The wool-selling season closed with the market indicators of both South Africa and Australia at record highs. The Cape Wools Merino Indicator closed at R211,99/kg (clean) – an increase of 15,5% on the opening sale and 39% higher than last season’s closing sale (see graph 1). In Australia, the year-on-year improvement of the indicator was 34,8% (see graph 2).
This excellent performance of the market came amid increasing demand from within China for luxury goods, including high quality clothing. Fortunately for Merino producers many wool processing facilities in China are owned by overseas companies – Italian, German and Australian interests amongst them.
In addition, Merino wool has been positioned strongly as a premium and luxury fibre in China by many international and domestic brands. Many of them work with Woolmark and a major marketing aim is to position Merino wool as something to aspire to, to look and feel good, according to the June Market
Intelligence Report of Australian Wool Innovation (see p2 for more).

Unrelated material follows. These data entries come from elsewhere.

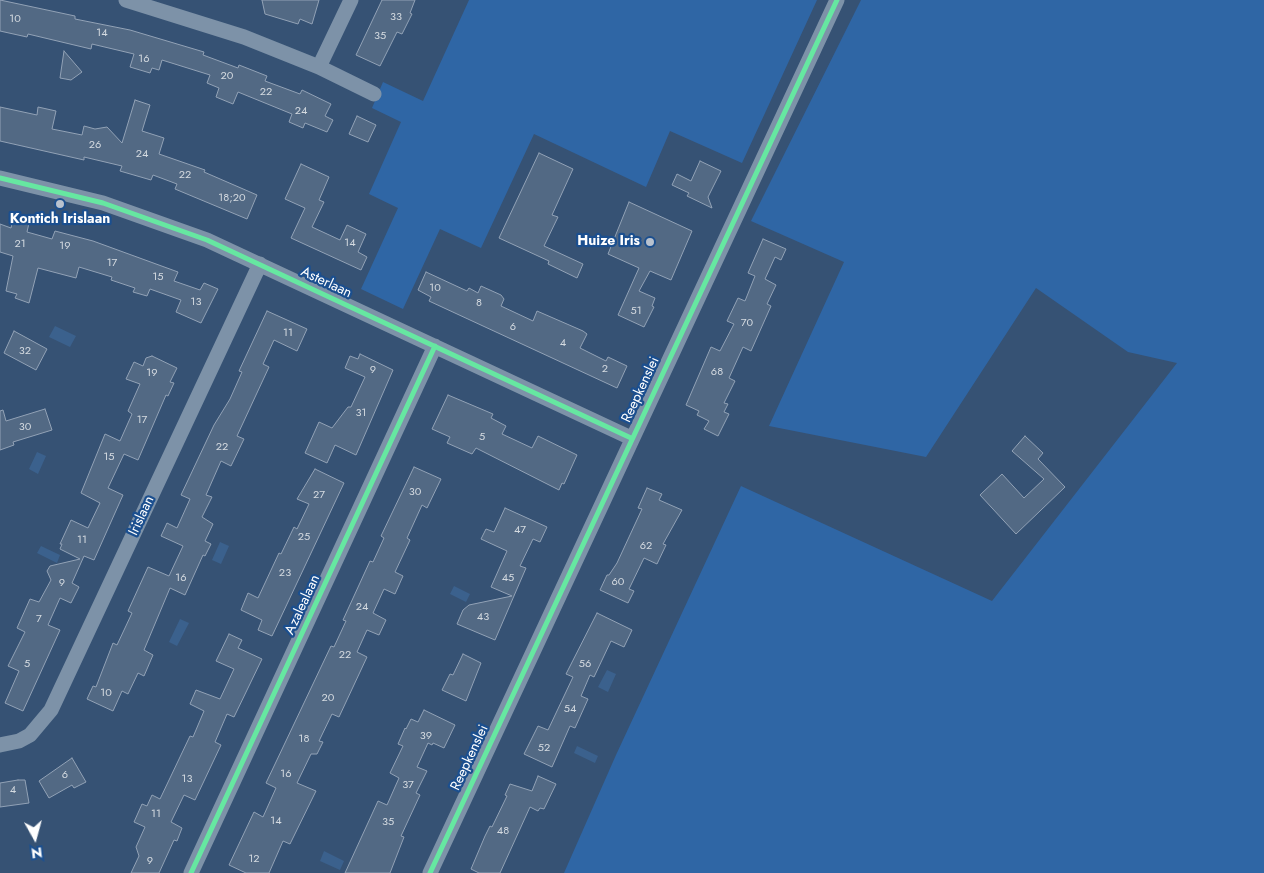 <!DOCTYPE html>
<html>
<head>
<meta charset="utf-8">
<style>
	body { margin:0 }
	#map { position:relative; width:1264px; height:873px; overflow:hidden; background:#365274; font-family:Jost,sans-serif }
	canvas { display:block }
	.north { position:absolute; left:10px; top:813px; width:50px; height:50px; -webkit-text-stroke:4px #1b4f8f; paint-order:stroke; rotate:173deg; font-size:14px; font-weight:700; line-height:20px; text-align:center; color:#fff }
	.north::after { content:''; display:block; margin:auto; width:18px; height:22px; background:#fff; clip-path:polygon(50% 0,100% 100%,50% 72%,0 100%) }
</style>
</head>
<body>
<div id="map">
<canvas width="1264" height="873"></canvas>
<div class="north">N</div>
</div>
<script>
const context = document.querySelector('canvas').getContext('2d');
context.lineJoin = 'round';
function paint(path, color) { context.fillStyle = color; context.fill(path, 'evenodd'); }
const toPath = rows => new Path2D(rows.map(r => 'M' + r).join(''));
function strokePath(path, color, width, dash) { context.strokeStyle = color; context.lineWidth = width; context.lineCap = dash ? 'butt' : 'round'; context.setLineDash(dash || []); context.stroke(path); }
function label(font, color, halo, rows, align = 'center') {
  context.font = font + ' Jost,sans-serif'; context.lineWidth = 4.5; context.setLineDash([]); context.textBaseline = 'middle'; context.strokeStyle = halo; context.fillStyle = color; for (const [text, x, y, turn = 0] of rows) {
    context.save(); context.translate(x, y); context.rotate((+turn || 0) * Math.PI / 180); context.textAlign = isNaN(turn) ? turn : align; if (halo) context.strokeText(text, 0, 0); context.fillText(text, 0, 0); context.restore();
  }
}
paint(toPath([
	[469,0,817,0,742,163,670,131,646,187,534,134,481,248,440,229,403,309,361,289,398,208,369,194,401,122,372,108,383,82,423,101],
	[861,0,1264,0,1264,873,564,873,616,755,741,486,992,601,1177,363,1128,352,1036,288,926,457,769,426,844,262,751,221]
]), '#2f66a5');
paint(toPath([
	[55,326,76,336,70,347,49,337],
	[37,452,46,456,38,474,29,469],
	[220,542,229,546,221,564,212,560],
	[41,546,60,555,57,563,37,553],
	[454,586,470,594,466,602,450,594],
	[180,619,189,623,177,646,169,642],
	[607,670,616,674,608,692,598,687],
	[577,746,598,756,595,763,574,753],
	[324,851,344,861,340,870,320,861]
]), '#3b618d');
const building = toPath([
	[0,0,75,16,75,19,130,30,204,52,203,55,238,68,239,65,267,76,265,81,300,94,302,90,331,104,325,116,333,120,327,132,305,123,303,128,289,122,292,114,238,92,233,104,216,97,219,88,207,83,210,75,162,60,159,70,152,68,150,73,130,67,134,54,92,44,91,49,28,34,27,37,0,31,0,0],
	[262,0,319,0,312,24,300,19,298,24,265,14,262,0],
	[382,0,415,0,410,13,412,14,402,34,397,32,380,66,356,55,382,0],
	[64,51,82,72,71,80,60,78,64,51],
	[135,100,150,105,142,131,164,138,159,154,205,170,204,172,257,195,247,219,175,189,177,184,153,175,151,180,120,171,122,166,84,157,84,160,0,141,0,107,37,115,38,107,56,111,52,129,82,135,84,126,95,129,107,127,122,143,135,100],
	[357,116,376,125,368,142,349,134,357,116],
	[539,153,573,169,552,215,558,217,544,246,583,264,577,278,548,264,549,261,499,238,539,153],
	[700,161,721,171,708,197,712,208,687,196,689,193,672,185,677,174,691,181,700,161],
	[301,164,329,177,319,200,324,202,312,227,340,240,347,225,366,234,358,252,367,257,361,270,291,238,305,208,285,199,301,164],
	[629,202,692,231,671,280,650,271,639,291,655,298,652,306,654,307,644,327,618,315,639,268,608,254,629,202],
	[13,219,29,223,27,232,52,239,55,231,93,241,178,272,174,281,200,290,204,283,218,289,201,323,176,312,181,300,150,289,147,296,133,292,135,288,111,280,112,277,79,267,76,278,38,268,29,303,15,298,17,294,6,291,13,256,0,252,0,224,11,228,13,219],
	[763,239,786,249,781,260,775,257,765,279,776,285,767,304,771,306,751,351,743,347,729,378,735,381,724,403,728,404,724,412,729,414,718,436,704,429,709,421,697,415,699,411,686,405,711,347,720,351,734,324,727,321,738,298,745,301,755,276,748,273,763,239],
	[426,272,467,291,469,288,478,293,481,286,501,295,504,299,501,306,533,321,537,311,583,331,587,334,580,348,606,361,608,357,627,366,617,388,429,301,431,297,418,290,426,272],
	[267,311,307,329,297,351,274,340,263,364,269,367,237,436,244,439,231,466,221,461,206,495,212,497,202,517,213,524,205,541,211,544,205,556,203,555,185,595,170,588,144,650,153,655,144,676,138,673,128,694,122,691,113,711,87,699,93,686,96,687,113,643,117,645,132,613,128,611,148,567,169,576,183,546,161,536,167,523,177,528,190,499,181,495,214,425,230,399,242,372,239,371,267,311],
	[14,331,47,349,36,370,4,353,14,331],
	[360,354,393,370,356,455,335,445,327,463,305,453,319,422,332,428,348,407,351,407,365,377,345,368,350,356,358,359,360,354],
	[152,356,177,368,170,382,174,383,168,396,166,395,138,460,124,454,108,488,123,495,94,560,84,556,72,583,79,587,71,603,60,598,48,625,60,630,23,711,5,703,19,671,8,666,25,632,17,628,30,599,39,602,51,580,47,571,50,566,80,559,60,549,62,544,60,544,71,520,88,528,100,503,81,493,105,434,120,441,132,414,128,411,140,384,126,379,134,362,143,366,146,358,152,356],
	[448,395,493,414,491,418,506,426,502,434,532,448,538,436,577,455,564,484,562,483,559,490,476,448,472,454,447,443,450,437,432,429,448,395],
	[45,409,52,430,13,442,14,445,0,450,0,411,3,410,6,421,45,409],
	[1025,436,1043,453,1038,459,1065,487,1016,534,980,495,1002,474,1024,498,1044,479,1012,451,1025,436],
	[414,467,441,479,427,508,422,505,407,538,410,540,395,572,403,576,395,594,384,589,373,613,386,620,379,635,367,630,357,652,367,657,339,717,332,714,319,741,323,742,317,754,311,754,297,783,316,791,290,844,283,841,269,873,246,873,229,865,254,812,263,817,276,788,266,783,331,646,334,647,346,621,343,620,370,561,373,562,384,538,381,536,414,467],
	[315,469,344,483,272,636,258,630,262,620,241,610,248,593,258,598,279,553,281,554,294,527,297,529,309,504,297,499,315,469],
	[647,488,662,494,659,500,682,510,663,544,666,545,657,564,644,558,629,589,634,591,628,603,600,590,607,575,609,575,617,563,642,509,638,508,647,488],
	[505,508,547,527,540,542,533,539,520,566,526,568,495,640,457,624,463,610,469,605,512,596,491,587,507,551,481,539,486,529,494,532,505,508],
	[597,613,632,630,624,647,611,641,594,677,590,675,581,696,588,699,575,728,570,726,552,767,524,754,538,726,548,730,573,677,566,674,597,613],
	[229,634,242,640,238,648,262,659,234,717,227,714,215,742,221,745,195,800,184,795,171,822,182,828,177,841,174,840,159,873,131,873,139,856,136,847,145,827,134,822,142,804,147,806,152,795,160,799,190,736,193,737,204,711,190,704,196,690,220,699,234,669,216,661,229,634],
	[463,654,481,663,466,701,442,690,450,674,453,675,463,654],
	[424,710,455,725,444,748,433,743,432,745,428,743,417,767,427,771,416,793,420,795,401,836,404,837,390,873,345,873,378,801,387,805,399,778,390,773,403,746,398,744,405,728,406,729,411,719,418,722,424,710],
	[72,758,86,782,74,788,72,785,49,798,39,781,72,758],
	[538,776,556,784,544,809,540,808,538,811,530,807,500,873,479,873,471,869,485,836,490,826,492,827,507,796,505,795,510,784,532,791,538,776],
	[18,780,25,780,29,803,0,807,0,783,18,780]
]);
paint(building, '#526984');
strokePath(building, '#92a2b6', 1);
strokePath(toPath([
	[126,0,244,37,319,67,374,94],
	[319,67,351,0],
	[0,178,103,203,207,240,631,438],
	[0,745,19,741,30,735,51,710,260,264],
	[191,873,435,346],
	[430,873,837,0]
]), '#7d92a8', 15);
strokePath(toPath([
	[0,178,103,203,207,240,631,438],
	[191,873,435,346],
	[430,873,837,0]
]), '#66e7a1', 5);
for (const [x, y, r, color] of [
	[60,204,5,"#b9c2ce"],
	[650,242,5,"#b9c2ce"]
]) { const dot = new Path2D(); dot.arc(x, y, r, 0, 2 * Math.PI); context.fillStyle = color; context.fill(dot); strokePath(dot, '#1b4f8f', 2); }
label('11px', '#d4dae0', null, [
	["33",396,17],
	["10",15,19],
	["14",102,33],
	["35",380,36],
	["16",144,59],
	["20",227,76],
	["22",266,92],
	["24",301,111],
	["26",95,145],
	["24",142,154],
	["22",185,175],
	["18;20",232,198],
	["14",350,243],
	["21",20,244],
	["19",65,246],
	["17",112,263],
	["15",158,277],
	["10",435,288],
	["13",196,302],
	["8",479,303],
	["51",636,311],
	["70",747,323],
	["6",513,327],
	["11",288,333],
	["4",563,343],
	["32",25,351],
	["2",605,369],
	["9",373,370],
	["68",717,372],
	["19",152,373],
	["31",361,413],
	["17",142,420],
	["30",25,427],
	["5",482,437],
	["22",222,447],
	["15",109,457],
	["30",415,492],
	["27",319,495],
	["47",520,530],
	["25",304,537],
	["11",82,540],
	["62",646,546],
	["23",285,573],
	["16",181,578],
	["45",508,578],
	["60",618,582],
	["9",62,583],
	["24",362,607],
	["43",483,617],
	["7",39,619],
	["22",345,655],
	["5",27,664],
	["56",585,664],
	["10",106,693],
	["20",328,698],
	["54",570,709],
	["39",426,736],
	["18",304,739],
	["52",544,748],
	["16",286,774],
	["6",65,775],
	["13",187,779],
	["37",408,785],
	["4",13,790],
	["11",156,814],
	["14",276,821],
	["35",388,822],
	["48",503,831],
	["12",254,859],
	["9",150,861]
]);
label('bold 14px', '#fff', '#1b4f8f', [
	["Kontich Irislaan",60,220],
	["Huize Iris",640,242,"right"]
]);
label('14px', '#fff', '#1b4f8f', [
	["Asterlaan",326,283,25],
	["Reepkenslei",641,390,-65],
	["Irislaan",142,516,-65],
	["Azalealaan",303,605,-65],
	["Reepkenslei",470,758,-65]
]);
</script>
</body>
</html>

Cape Wools shipment figures for the period July 2017 to end March 2018 show that China now accounts for 71,5% of South African exports (calculated on a value basis) – an increase of almost 13% on the same period last season. There has, however, been a marked decline in wool exported to the Czech Republic, Egypt and India, the other major grease-wool importers, while Bulgaria has increased its imports substantially and now is the 5th largest importer of South African grease wool.